START DATASET EXTRACT

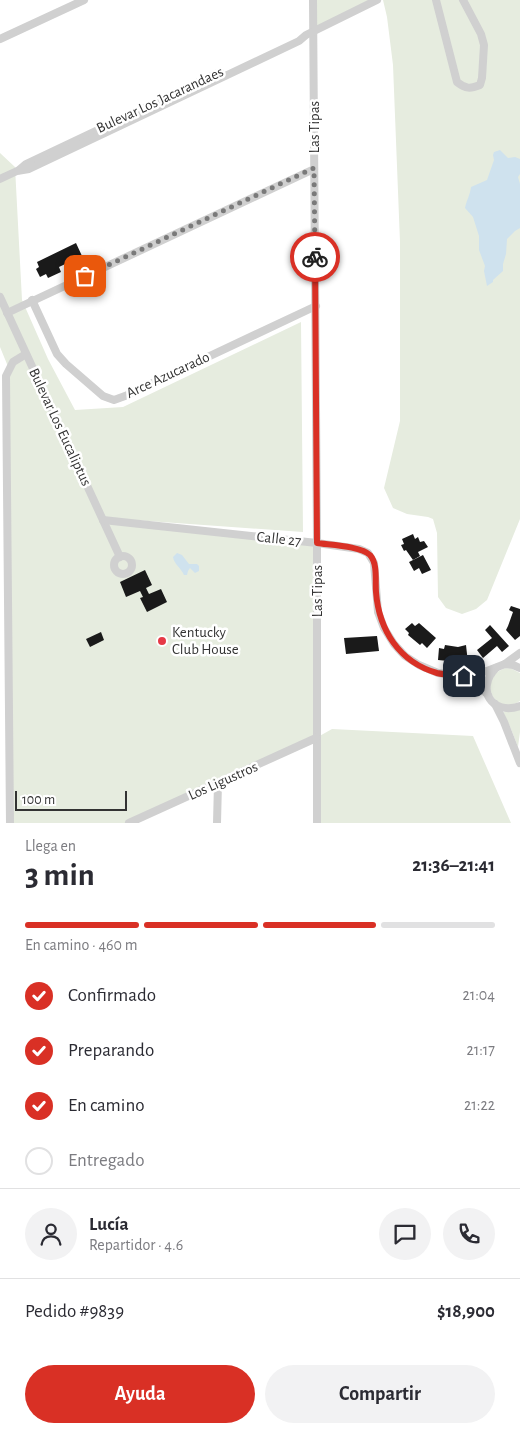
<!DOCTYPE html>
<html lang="es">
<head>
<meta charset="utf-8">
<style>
	:root { --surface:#fff; --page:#f2f2f3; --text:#2b2b33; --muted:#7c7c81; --line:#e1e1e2; --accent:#d93025 }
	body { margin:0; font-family:"Alegreya Sans",sans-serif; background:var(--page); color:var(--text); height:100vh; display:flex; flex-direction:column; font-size:19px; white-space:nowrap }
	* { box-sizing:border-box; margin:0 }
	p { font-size:16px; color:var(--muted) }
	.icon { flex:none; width:28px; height:28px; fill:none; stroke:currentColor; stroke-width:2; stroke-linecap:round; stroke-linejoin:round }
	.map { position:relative; height:823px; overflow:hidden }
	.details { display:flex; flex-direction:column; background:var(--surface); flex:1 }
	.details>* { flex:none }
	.scale { position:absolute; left:15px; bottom:12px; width:112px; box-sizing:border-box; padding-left:5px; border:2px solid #333; border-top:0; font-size:14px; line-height:18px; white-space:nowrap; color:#333; -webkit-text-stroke:4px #fff; paint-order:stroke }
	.pin { position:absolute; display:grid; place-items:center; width:42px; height:42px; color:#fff; margin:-21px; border-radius:10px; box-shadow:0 2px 8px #0006 }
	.courier { position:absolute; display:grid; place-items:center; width:50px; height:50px; margin:-25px; border:4px solid #d93025; border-radius:50%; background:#fff; color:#222; box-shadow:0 1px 6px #0007 }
	.overview em { font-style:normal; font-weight:700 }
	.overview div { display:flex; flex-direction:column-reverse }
	.overview { display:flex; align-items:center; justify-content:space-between; height:85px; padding:0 25px }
	h1 { font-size:32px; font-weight:700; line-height:38px }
	.bar { display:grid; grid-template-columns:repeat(4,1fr); gap:8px 5px; align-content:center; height:60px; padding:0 25px }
	.bar i { height:6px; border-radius:4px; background:var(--line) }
	.bar .on { background:var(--accent) }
	.bar p { grid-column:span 4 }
	.line { display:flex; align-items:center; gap:12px; padding:0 25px; border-top:1px solid var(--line) }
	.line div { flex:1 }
	.round { display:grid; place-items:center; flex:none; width:52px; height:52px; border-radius:26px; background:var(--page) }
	ol { padding:0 25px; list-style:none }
	li { display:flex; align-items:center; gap:15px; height:55px }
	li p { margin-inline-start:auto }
	li .icon { padding:5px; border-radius:50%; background:var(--accent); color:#fff; stroke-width:4 }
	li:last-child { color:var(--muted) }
	li i { width:28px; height:28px; border:2px solid var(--line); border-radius:50% }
	.primary-button { display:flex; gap:10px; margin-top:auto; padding:10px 25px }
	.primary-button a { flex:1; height:58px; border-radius:30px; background:var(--accent); color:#fff; font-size:20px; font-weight:700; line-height:58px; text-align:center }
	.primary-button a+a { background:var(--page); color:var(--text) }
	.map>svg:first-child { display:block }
	.green { fill:#e6ecdf }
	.water { fill:#cfe2ee }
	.building { fill:#1a1a1a }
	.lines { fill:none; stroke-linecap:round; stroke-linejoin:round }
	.minor { stroke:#d0d0d0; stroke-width:8 }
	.done { stroke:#7a7a7a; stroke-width:5; stroke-dasharray:0 9 }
	.route { stroke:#d93025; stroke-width:6 }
	.poi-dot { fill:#e63946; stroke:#fff; stroke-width:2 }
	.labels { text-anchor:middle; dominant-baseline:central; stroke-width:5; stroke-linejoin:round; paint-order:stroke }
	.street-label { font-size:15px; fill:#333; stroke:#fff }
	.poi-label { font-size:15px; fill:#333; stroke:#fff; text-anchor:start }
</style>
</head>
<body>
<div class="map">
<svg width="520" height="823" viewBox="0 0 520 823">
	<rect width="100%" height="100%" fill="#fff"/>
	<!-- green -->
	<g class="green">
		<path d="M313,0H377L313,32Z"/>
		<path d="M383,0H520V519L487,600L476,609L462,614L446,608L438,597L437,533L433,519L428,517L407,514L393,508L384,488L400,421V242L393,65L387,17Z"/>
		<path d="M0,153L15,167L22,300L48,359L75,410L123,407L301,322L303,532L106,518L317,543L316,738L332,729L473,736L511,823H317L316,739L129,823H10L9,369L0,347Z"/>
		<path d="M506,668L512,669L520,673V701C494,718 475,677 506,668Z"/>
		<path d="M520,708V732L518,747L511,729L503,712Z"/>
	</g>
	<!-- water -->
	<g class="water">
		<path d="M500,150L508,158L515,157L520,159V174L518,177L520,184V228L515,231L507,239L506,254L503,264V271L493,280V282L487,286L484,271L485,266L479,250V236L473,217L465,208C467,199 470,195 471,187L487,180L494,160L493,155L494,152Z"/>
		<path d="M177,553L182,555L189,564H197L199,566V571L195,573L190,568L188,571L187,575H184C181,568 174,564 173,557Z"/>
	</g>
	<!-- building -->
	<g class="building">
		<path d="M76,243L82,256L59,267L61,272L48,278L46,274L40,277L36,269L39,267L37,262Z"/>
		<path d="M413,534L415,539L418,537L420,542L424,541L428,547L418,552L420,556L413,560L406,550L404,551L401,545L404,544L402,539Z"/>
		<path d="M423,555L431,570L422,574L419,568L414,571L409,562Z"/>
		<path d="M145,570L152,585L146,588L149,594L161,589L167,602L147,612L140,598L143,597L140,591L126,597L120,582Z"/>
		<path d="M511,606L520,609V636L515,640L506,630L508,626L513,612L509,610Z"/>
		<path d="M412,623L415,626L419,623L436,638L427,648L422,643L420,645L408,635L409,633L405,629Z"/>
		<path d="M490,625L509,646L502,652L497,646L483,658L477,650L492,638L485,630Z"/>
		<path d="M101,632L104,640L90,647L86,639Z"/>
		<path d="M377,636L379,651L346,654L344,638Z"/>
		<path d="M445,645L458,647L466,645L468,663L438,660L439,648L444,649Z"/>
	</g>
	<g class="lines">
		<!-- minor -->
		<g class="minor">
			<path d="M313,0L317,543V823"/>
			<path d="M436,0L457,82C466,89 470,89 480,85L482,78L484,45L481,34L463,0"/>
			<path d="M0,39L84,0"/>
			<path d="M19,170L26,164L220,72"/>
			<path d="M0,179L17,171L29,169L299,41L306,35L377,0"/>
			<path d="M0,297L120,557"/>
			<path d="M32,300L57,354L66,364L103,396L114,400L125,396L316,306"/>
			<path d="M7,313L314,169"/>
			<path d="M103,520L317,543L359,549L368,553L374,563L378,612L384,628L394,644L405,656L419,665L438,673L464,676L487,671L505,664L513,665L520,668"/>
			<circle cx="123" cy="565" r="9"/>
			<path d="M505,664L520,653"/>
			<path d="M496,668C475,689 492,716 520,706"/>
			<path d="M464,676L481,688L488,695"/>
			<path d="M495,704L504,722L520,763"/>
			<path d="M10,823L6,376L13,362L26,354"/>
			<path d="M129,823L316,738"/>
			<path d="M217,823L218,783"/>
		</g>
	</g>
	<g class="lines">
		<!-- done -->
		<path class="done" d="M85,276L314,168L315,257"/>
		<!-- route -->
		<path class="route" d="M315,257L317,543C330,545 361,546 370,555C378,564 375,581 376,592C379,630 399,662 437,673C445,675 455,675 464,676"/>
	</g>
	<!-- markers -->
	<circle class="poi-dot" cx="162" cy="641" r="5"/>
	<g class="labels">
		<!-- street labels -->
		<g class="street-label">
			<text transform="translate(160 100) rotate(-25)">Bulevar Los Jacarandaes</text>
			<text transform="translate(314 127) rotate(-90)">Las Tipas</text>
			<text transform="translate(168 375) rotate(-25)">Arce Azucarado</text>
			<text transform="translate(60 427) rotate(65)">Bulevar Los Eucaliptus</text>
			<text transform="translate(279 539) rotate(6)">Calle 27</text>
			<text transform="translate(317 591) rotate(-90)">Las Tipas</text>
			<text transform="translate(223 781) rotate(-24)">Los Ligustros</text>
		</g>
		<!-- poi labels -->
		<g class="poi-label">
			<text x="172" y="632">Kentucky<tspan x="172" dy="17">Club House</tspan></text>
		</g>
	</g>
</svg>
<div class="scale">100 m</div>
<div class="pin" style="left:85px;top:276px;background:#ea580c"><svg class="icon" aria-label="bag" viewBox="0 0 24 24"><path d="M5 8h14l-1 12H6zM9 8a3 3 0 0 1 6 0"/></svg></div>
<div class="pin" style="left:464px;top:676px;background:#1f2937"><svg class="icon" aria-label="home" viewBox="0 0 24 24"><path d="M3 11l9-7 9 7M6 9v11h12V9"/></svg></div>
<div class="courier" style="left:315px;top:257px"><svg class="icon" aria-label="bike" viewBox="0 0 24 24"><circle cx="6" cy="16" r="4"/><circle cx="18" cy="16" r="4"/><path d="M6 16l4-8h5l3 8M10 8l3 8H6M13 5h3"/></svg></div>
</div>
<section class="details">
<div class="overview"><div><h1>3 min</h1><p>Llega en</p></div><em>21:36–21:41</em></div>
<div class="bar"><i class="on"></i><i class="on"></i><i class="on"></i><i></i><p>En camino · 460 m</p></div>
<ol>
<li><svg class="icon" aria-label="check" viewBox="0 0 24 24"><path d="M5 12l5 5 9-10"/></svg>Confirmado<p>21:04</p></li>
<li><svg class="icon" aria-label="check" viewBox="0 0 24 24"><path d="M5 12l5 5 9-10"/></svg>Preparando<p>21:17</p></li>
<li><svg class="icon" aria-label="check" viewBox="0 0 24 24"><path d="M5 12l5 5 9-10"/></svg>En camino<p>21:22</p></li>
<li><i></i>Entregado</li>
</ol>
<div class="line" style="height:90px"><a class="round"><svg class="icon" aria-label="person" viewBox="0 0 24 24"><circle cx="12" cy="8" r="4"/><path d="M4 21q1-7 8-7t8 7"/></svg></a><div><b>Lucía</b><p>Repartidor · 4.6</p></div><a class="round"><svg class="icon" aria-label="chat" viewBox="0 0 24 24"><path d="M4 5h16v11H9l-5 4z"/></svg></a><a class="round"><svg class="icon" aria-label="phone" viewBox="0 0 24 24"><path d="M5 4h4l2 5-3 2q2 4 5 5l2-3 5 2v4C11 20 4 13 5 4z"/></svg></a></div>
<div class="line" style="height:65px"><div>Pedido #9839</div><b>$18,900</b></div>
<div class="primary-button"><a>Ayuda</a><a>Compartir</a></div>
</section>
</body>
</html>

END DATASET EXTRACT

[EXERCISE AIM] Your reply is to be the number of lines above in which the word "linecap" appears, and nothing else.

[RESPONSE TO THE EXERCISE] 2